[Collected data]
════

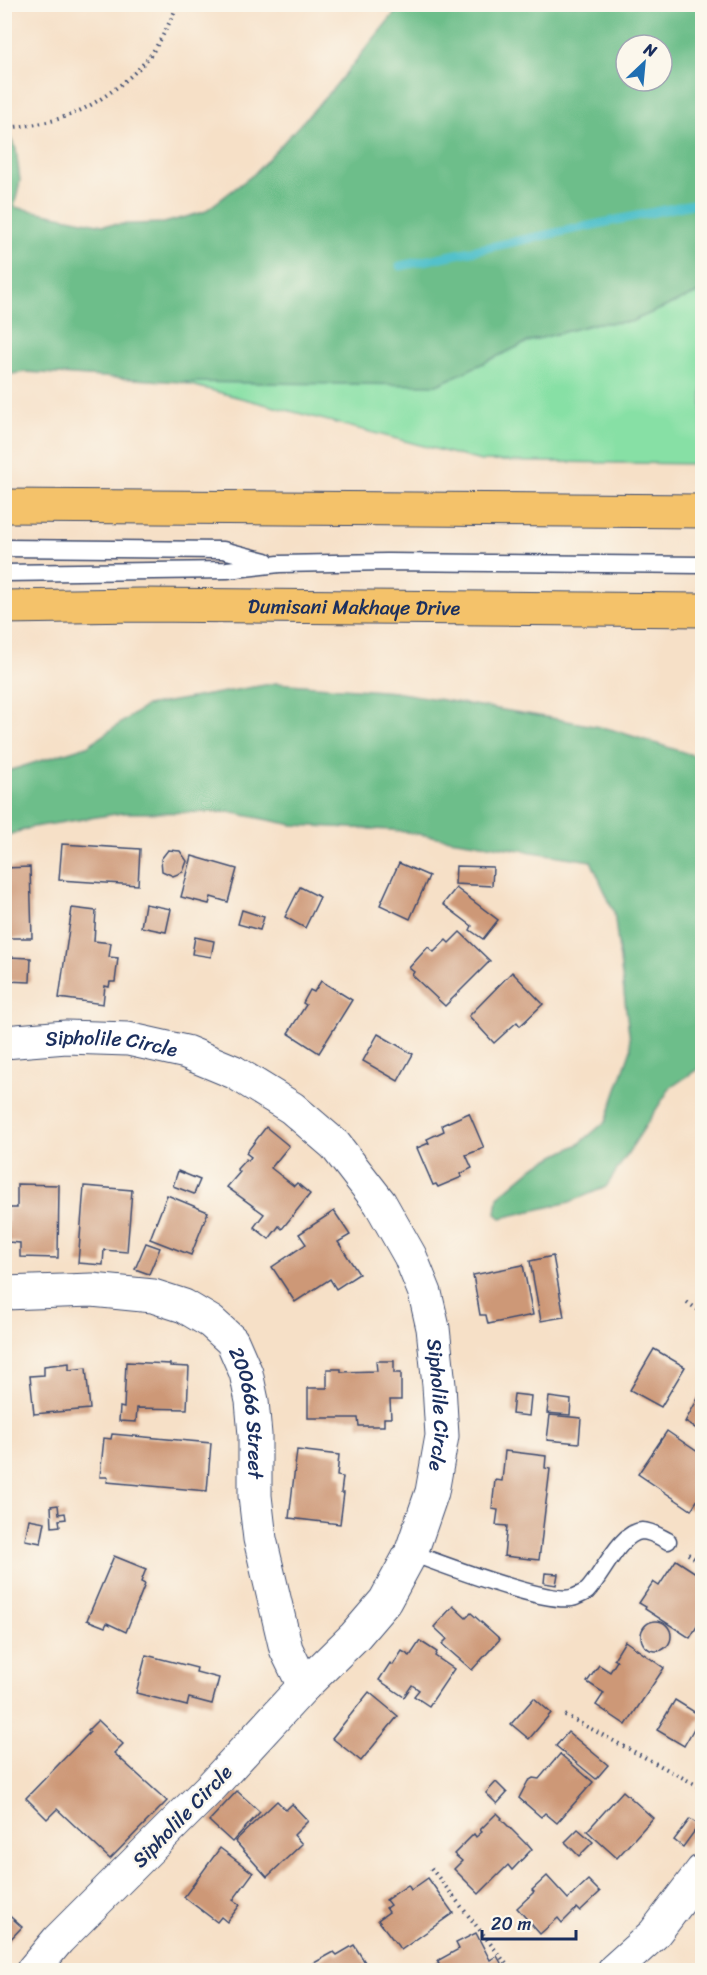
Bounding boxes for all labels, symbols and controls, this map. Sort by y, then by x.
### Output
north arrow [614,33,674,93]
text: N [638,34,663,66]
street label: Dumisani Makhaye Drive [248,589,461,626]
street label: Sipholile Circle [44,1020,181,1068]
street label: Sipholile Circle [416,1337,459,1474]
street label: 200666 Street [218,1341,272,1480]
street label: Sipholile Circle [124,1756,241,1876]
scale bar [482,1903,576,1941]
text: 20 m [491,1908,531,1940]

════

Give the records above again verbatim, pictures omitted.

Bounding boxes for all labels, symbols and controls, this map. Sort by y, then by x.
### Output
north arrow [614,33,674,93]
text: N [638,34,663,66]
street label: Dumisani Makhaye Drive [248,589,461,626]
street label: Sipholile Circle [44,1020,181,1068]
street label: Sipholile Circle [416,1337,459,1474]
street label: 200666 Street [218,1341,272,1480]
street label: Sipholile Circle [124,1756,241,1876]
scale bar [482,1903,576,1941]
text: 20 m [491,1908,531,1940]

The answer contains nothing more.